++++ RECORDS SHOWN ++++

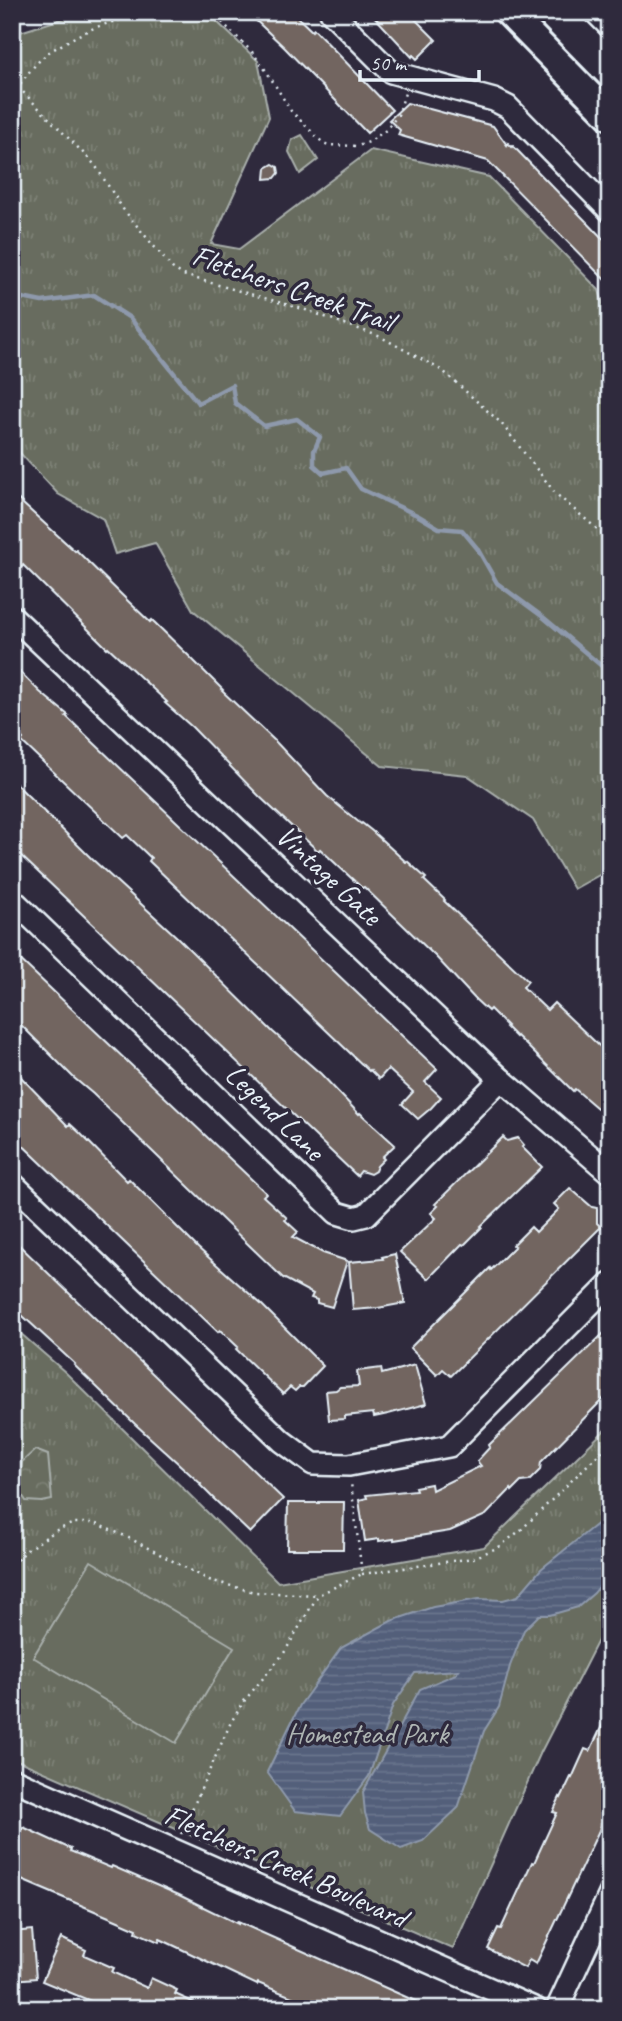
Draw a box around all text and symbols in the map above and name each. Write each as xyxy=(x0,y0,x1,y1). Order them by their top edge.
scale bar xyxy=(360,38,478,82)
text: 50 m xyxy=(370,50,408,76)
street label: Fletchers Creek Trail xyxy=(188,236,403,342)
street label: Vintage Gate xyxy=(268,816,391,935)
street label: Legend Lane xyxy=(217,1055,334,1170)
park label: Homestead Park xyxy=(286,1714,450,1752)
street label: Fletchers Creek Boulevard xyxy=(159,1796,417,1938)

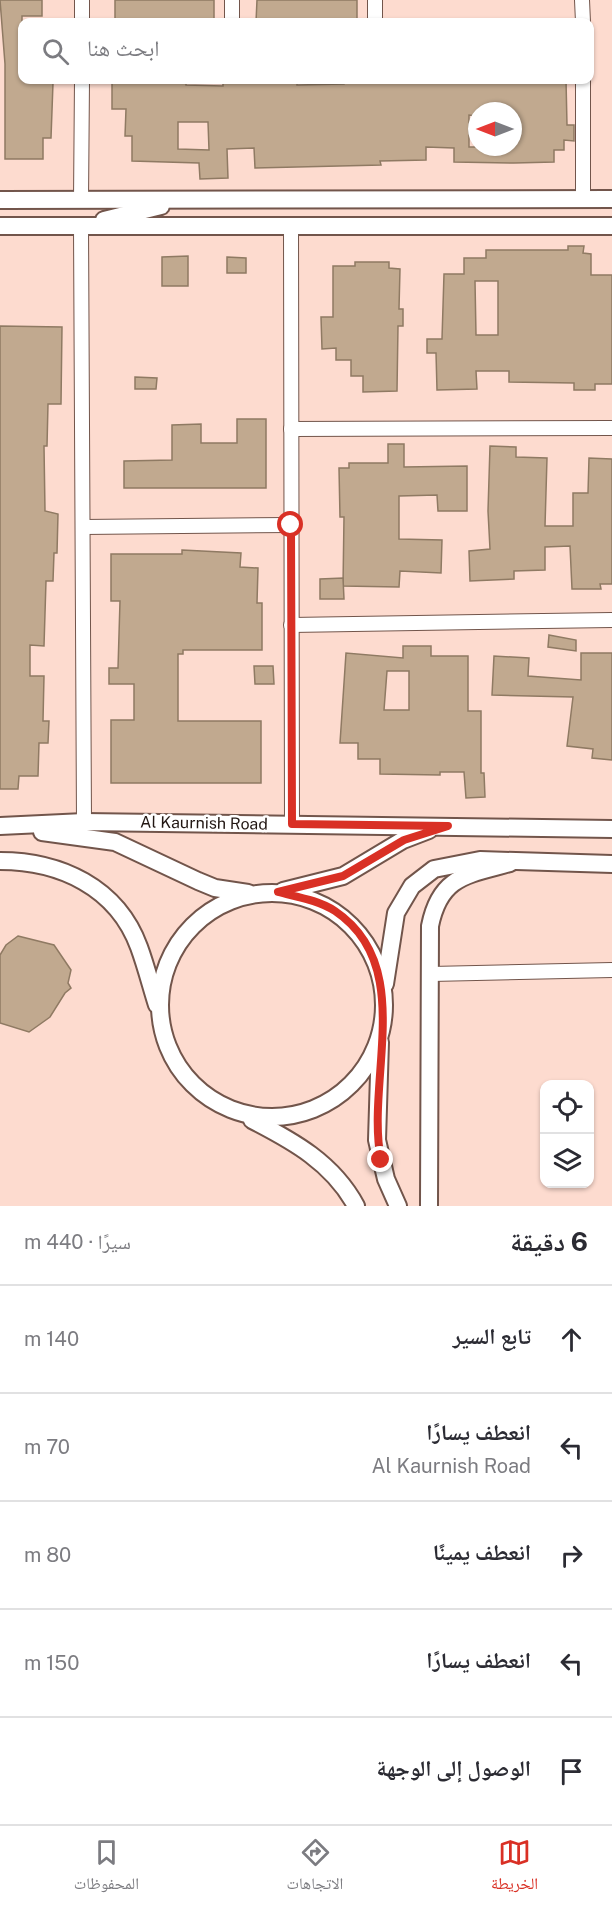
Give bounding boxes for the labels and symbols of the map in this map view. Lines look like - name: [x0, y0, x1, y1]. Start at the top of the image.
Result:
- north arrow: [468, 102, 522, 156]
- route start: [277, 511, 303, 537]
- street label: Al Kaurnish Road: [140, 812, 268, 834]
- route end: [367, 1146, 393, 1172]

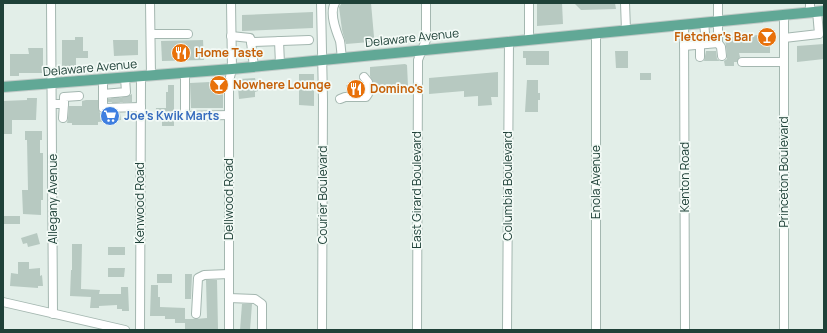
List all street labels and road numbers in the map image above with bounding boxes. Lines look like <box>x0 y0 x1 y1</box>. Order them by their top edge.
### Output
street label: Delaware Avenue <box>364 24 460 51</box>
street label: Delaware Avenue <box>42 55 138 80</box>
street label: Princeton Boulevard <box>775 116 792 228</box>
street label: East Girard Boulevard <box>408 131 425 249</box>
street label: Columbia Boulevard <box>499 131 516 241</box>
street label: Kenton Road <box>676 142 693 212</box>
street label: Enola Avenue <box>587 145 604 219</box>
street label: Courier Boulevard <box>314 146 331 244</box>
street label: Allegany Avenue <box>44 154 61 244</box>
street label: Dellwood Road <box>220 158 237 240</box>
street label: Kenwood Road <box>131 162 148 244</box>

++++
++++ RECORDS SHOWN ++++

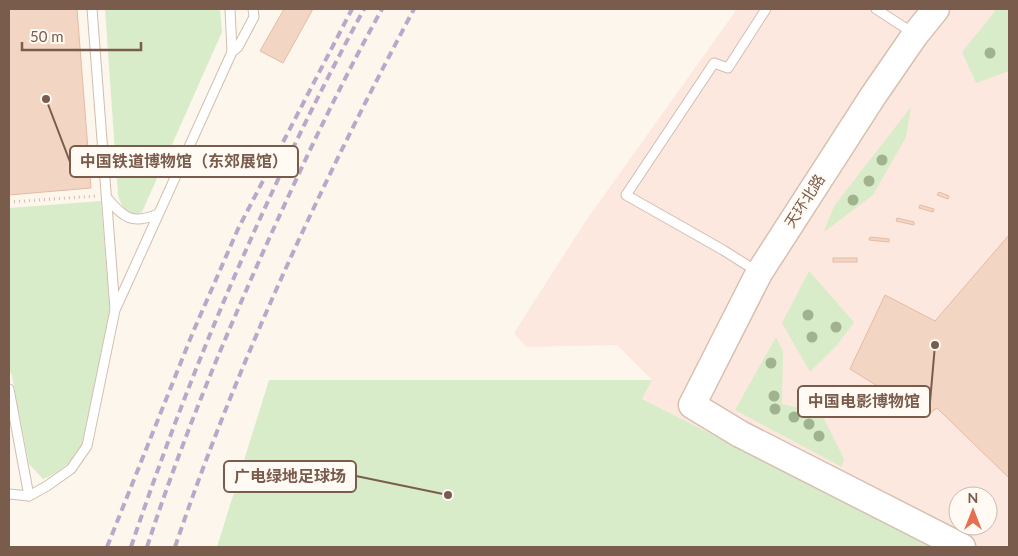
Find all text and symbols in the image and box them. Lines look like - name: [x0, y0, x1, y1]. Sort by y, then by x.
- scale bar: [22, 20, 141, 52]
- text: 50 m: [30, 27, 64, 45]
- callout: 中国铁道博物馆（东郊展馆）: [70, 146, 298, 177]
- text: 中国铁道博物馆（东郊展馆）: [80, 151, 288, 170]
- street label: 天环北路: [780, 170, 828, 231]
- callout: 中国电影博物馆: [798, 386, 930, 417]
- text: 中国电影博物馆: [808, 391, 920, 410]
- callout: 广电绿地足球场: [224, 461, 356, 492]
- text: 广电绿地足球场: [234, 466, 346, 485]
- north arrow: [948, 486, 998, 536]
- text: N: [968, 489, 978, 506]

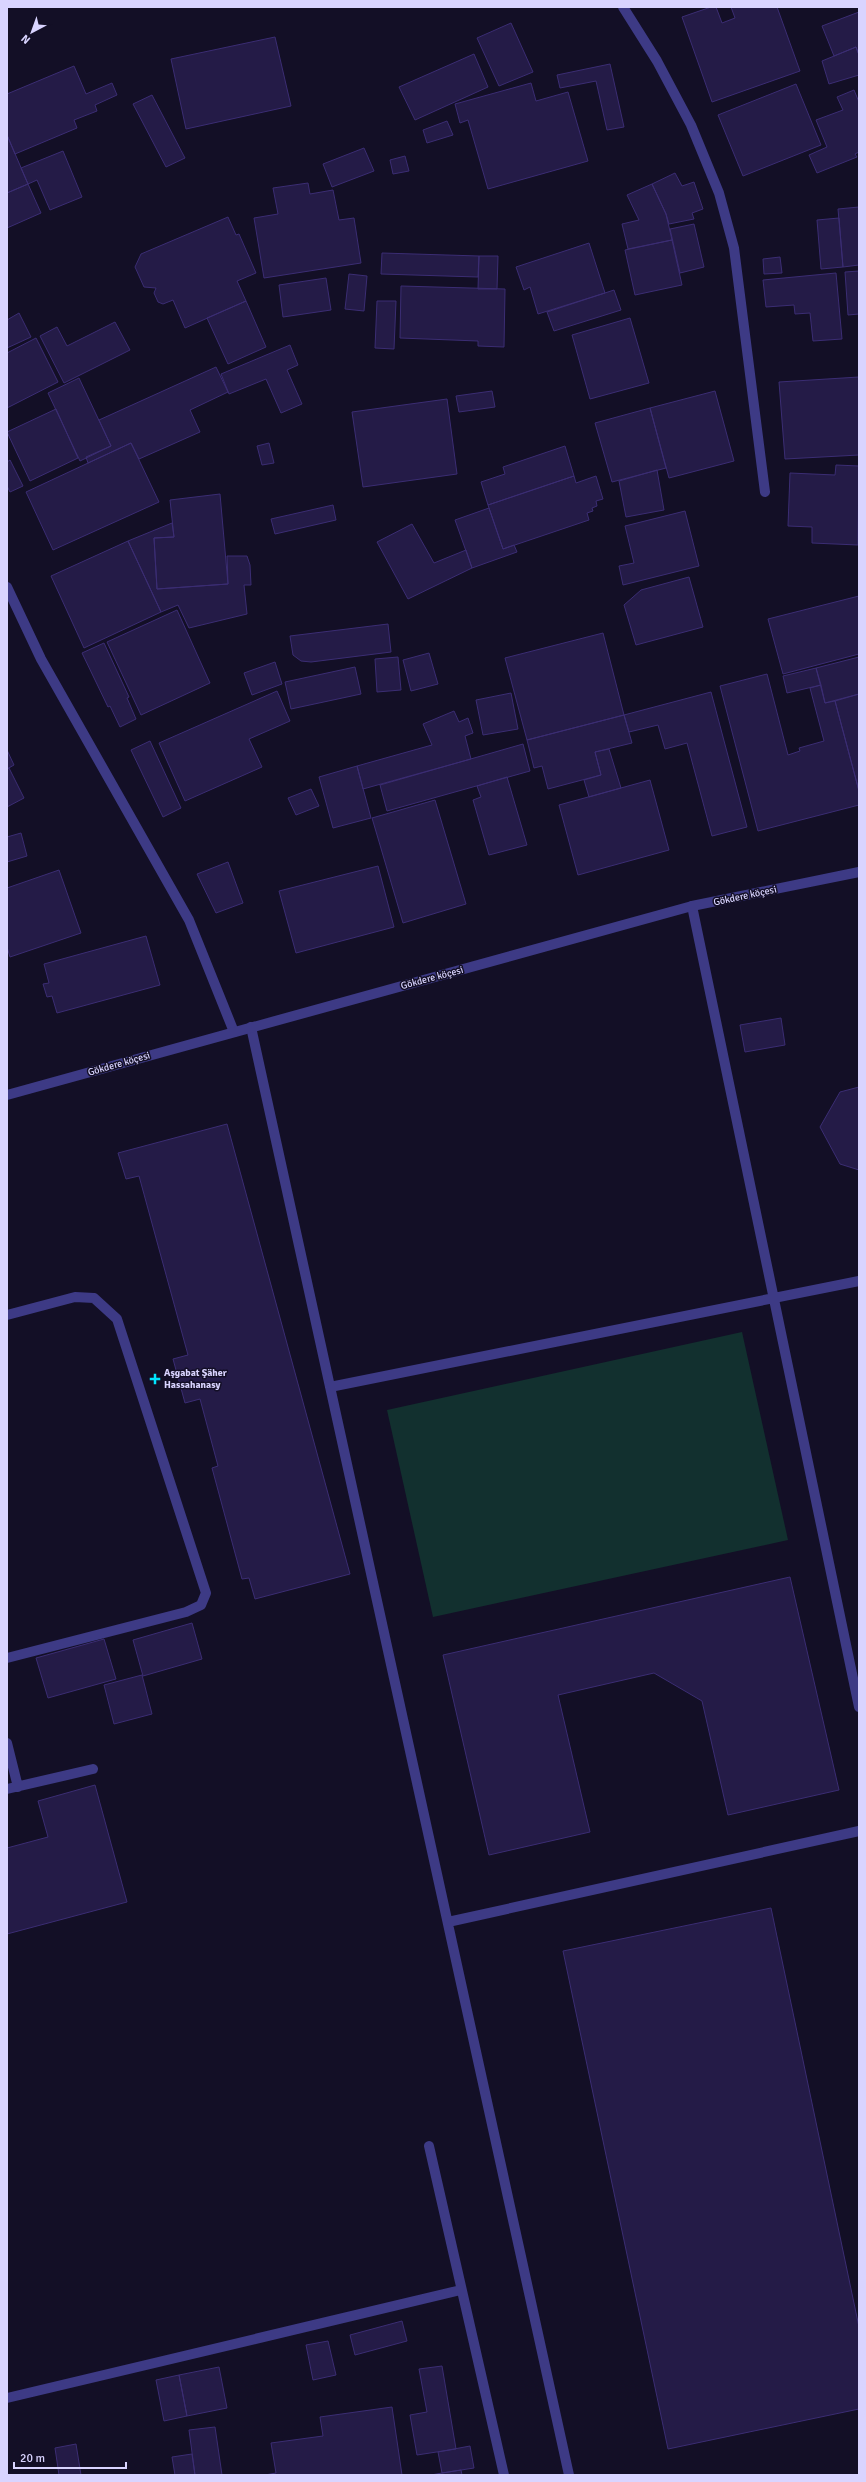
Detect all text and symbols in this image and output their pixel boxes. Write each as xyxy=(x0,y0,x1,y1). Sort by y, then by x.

++++

* EXERCISE
Within the entries above, find the string "this" and return each line that holds it.

* TASK RESPONSE
Give bounding boxes for the labels and symbols of the map in this map view. Lines look like - name: [x0, y0, x1, y1]. Start at the top of the image.
Detect all text and symbols in this image and output their pixel boxes. Write each as xyxy=(x0,y0,x1,y1). Sort by y, then by x.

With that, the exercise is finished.